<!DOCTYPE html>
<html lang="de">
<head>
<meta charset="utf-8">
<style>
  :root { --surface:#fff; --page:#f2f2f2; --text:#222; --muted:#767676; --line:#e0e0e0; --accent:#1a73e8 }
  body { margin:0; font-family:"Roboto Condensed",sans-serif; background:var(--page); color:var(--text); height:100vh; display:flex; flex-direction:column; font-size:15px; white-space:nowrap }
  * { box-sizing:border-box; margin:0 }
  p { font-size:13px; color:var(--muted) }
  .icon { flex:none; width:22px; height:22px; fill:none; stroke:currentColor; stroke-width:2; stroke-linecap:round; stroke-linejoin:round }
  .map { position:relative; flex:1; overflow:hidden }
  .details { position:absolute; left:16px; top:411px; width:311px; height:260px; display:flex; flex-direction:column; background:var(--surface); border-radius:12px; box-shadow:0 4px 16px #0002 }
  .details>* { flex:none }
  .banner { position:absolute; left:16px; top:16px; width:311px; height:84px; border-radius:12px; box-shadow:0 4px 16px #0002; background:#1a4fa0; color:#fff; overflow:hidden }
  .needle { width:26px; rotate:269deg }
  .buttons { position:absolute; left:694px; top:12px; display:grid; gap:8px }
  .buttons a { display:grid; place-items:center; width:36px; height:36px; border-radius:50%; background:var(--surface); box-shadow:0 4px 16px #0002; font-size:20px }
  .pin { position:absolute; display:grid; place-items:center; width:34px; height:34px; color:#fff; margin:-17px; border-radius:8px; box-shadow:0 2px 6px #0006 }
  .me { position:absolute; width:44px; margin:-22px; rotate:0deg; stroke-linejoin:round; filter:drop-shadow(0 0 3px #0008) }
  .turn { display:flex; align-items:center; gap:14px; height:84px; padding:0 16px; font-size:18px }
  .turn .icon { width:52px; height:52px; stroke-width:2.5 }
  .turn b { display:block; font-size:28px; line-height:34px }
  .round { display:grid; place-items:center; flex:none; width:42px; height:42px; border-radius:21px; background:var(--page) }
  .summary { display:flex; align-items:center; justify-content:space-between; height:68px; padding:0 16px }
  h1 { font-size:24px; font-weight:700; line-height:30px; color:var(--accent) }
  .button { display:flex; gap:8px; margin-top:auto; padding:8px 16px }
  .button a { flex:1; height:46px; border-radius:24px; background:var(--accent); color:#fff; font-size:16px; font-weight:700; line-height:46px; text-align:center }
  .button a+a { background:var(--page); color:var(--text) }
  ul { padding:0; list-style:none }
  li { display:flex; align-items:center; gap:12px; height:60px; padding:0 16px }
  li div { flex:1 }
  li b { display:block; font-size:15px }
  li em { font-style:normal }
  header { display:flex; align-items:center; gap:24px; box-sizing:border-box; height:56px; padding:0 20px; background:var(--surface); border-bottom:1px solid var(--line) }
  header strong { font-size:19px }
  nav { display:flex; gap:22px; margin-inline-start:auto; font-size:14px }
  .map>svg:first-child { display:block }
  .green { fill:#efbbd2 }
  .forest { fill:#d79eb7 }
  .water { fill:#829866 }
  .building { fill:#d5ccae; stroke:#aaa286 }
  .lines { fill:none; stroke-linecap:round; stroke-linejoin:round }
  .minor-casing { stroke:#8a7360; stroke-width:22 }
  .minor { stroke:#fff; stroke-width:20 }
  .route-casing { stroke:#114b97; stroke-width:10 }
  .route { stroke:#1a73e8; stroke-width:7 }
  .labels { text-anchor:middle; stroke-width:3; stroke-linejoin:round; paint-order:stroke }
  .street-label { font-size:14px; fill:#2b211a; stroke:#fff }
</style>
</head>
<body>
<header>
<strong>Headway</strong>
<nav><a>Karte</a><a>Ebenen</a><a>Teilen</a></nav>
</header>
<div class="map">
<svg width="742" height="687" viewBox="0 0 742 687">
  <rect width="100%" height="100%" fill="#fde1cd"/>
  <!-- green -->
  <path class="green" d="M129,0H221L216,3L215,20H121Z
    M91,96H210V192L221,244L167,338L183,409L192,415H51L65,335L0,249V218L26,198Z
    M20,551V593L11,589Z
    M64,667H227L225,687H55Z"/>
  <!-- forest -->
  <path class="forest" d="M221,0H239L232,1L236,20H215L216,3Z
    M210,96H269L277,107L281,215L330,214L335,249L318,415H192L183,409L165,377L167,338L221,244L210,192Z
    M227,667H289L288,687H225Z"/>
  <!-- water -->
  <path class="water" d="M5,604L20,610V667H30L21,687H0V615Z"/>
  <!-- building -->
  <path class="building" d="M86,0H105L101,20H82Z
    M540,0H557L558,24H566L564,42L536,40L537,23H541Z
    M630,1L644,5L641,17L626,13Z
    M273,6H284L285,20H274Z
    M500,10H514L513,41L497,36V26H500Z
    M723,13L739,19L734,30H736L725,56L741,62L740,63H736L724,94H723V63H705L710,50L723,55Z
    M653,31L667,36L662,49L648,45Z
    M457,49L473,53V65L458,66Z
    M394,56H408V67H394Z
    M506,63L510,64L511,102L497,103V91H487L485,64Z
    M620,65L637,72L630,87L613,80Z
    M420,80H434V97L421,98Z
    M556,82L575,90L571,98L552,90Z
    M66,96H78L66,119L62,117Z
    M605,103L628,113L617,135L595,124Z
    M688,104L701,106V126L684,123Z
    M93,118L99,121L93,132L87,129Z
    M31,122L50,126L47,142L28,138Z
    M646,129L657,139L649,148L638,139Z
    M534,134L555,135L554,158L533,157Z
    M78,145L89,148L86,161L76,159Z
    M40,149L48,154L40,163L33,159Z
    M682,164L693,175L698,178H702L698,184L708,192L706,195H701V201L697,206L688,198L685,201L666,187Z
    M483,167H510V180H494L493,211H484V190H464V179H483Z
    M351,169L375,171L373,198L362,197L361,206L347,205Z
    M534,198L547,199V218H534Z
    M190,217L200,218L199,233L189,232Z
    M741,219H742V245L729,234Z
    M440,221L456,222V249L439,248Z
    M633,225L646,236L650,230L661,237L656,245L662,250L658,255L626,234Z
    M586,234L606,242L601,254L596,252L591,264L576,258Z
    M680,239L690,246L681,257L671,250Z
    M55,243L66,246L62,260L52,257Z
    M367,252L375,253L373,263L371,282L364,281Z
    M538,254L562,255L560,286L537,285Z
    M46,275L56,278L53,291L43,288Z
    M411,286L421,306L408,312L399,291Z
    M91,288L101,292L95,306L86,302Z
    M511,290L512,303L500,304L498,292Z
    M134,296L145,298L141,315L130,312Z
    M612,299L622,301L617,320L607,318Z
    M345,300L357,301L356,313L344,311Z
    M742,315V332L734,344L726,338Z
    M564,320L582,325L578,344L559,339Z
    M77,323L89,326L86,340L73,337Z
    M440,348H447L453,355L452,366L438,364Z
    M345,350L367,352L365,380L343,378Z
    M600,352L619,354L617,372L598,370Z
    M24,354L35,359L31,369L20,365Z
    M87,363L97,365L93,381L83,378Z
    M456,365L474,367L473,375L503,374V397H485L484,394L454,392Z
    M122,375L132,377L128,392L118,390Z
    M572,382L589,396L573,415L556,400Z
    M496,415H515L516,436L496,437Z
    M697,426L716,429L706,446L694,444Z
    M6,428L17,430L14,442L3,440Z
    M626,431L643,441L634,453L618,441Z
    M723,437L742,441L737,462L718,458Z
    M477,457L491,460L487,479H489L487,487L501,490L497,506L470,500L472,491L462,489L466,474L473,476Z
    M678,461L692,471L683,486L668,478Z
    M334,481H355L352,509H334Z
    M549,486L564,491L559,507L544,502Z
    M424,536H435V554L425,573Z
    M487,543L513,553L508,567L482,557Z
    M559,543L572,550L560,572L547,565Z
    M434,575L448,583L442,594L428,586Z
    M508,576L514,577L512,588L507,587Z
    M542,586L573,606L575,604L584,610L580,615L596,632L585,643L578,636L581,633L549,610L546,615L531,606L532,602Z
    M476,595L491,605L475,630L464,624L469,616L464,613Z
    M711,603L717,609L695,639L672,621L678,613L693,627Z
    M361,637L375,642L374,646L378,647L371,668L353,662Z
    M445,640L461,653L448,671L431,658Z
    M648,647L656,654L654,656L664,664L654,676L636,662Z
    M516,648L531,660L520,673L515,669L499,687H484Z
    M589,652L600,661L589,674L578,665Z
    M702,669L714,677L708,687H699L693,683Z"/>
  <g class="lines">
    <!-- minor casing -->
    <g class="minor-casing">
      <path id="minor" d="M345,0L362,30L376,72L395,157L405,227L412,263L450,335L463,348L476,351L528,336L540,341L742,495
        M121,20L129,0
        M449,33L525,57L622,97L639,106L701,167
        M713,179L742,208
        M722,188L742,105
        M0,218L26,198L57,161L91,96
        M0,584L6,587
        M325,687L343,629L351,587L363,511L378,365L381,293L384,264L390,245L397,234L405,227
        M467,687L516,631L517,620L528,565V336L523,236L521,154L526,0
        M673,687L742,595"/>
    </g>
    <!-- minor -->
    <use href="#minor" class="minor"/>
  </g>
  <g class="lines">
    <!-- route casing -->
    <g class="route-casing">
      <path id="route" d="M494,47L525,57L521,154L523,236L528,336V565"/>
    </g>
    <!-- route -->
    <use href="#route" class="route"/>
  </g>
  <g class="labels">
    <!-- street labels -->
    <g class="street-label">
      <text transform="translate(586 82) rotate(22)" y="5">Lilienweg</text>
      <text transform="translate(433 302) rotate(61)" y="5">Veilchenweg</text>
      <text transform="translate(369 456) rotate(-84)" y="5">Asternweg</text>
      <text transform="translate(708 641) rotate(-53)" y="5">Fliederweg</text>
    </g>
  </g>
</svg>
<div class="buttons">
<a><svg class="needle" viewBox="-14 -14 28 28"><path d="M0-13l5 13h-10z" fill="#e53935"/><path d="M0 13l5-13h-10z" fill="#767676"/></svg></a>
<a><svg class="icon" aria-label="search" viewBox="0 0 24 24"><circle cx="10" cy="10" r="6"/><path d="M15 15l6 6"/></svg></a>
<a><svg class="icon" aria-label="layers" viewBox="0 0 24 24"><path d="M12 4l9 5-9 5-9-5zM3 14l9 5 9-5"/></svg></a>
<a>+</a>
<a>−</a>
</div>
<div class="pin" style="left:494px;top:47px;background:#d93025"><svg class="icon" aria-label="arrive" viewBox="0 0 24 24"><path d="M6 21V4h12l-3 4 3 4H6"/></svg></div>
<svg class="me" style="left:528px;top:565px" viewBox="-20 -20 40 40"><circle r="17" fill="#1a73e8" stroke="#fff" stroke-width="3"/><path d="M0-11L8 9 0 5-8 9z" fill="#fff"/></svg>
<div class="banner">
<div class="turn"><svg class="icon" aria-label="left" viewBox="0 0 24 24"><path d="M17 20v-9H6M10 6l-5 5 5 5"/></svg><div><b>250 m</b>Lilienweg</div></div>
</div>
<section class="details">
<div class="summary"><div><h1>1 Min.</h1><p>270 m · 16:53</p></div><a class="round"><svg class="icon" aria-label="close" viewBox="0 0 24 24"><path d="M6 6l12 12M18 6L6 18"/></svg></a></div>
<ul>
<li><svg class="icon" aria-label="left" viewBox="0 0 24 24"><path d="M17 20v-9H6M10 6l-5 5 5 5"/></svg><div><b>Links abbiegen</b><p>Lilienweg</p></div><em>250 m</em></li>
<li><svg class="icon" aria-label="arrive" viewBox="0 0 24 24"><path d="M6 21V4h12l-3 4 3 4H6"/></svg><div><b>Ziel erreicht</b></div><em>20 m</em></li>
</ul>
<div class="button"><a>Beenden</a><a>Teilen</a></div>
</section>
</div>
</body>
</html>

__Your task__. Set out every line from the material that contains the string "column".

__Result for this exercise__.
  body { margin:0; font-family:"Roboto Condensed",sans-serif; background:var(--page); color:var(--text); height:100vh; display:flex; flex-direction:column; font-size:15px; white-space:nowrap }
  .details { position:absolute; left:16px; top:411px; width:311px; height:260px; display:flex; flex-direction:column; background:var(--surface); border-radius:12px; box-shadow:0 4px 16px #0002 }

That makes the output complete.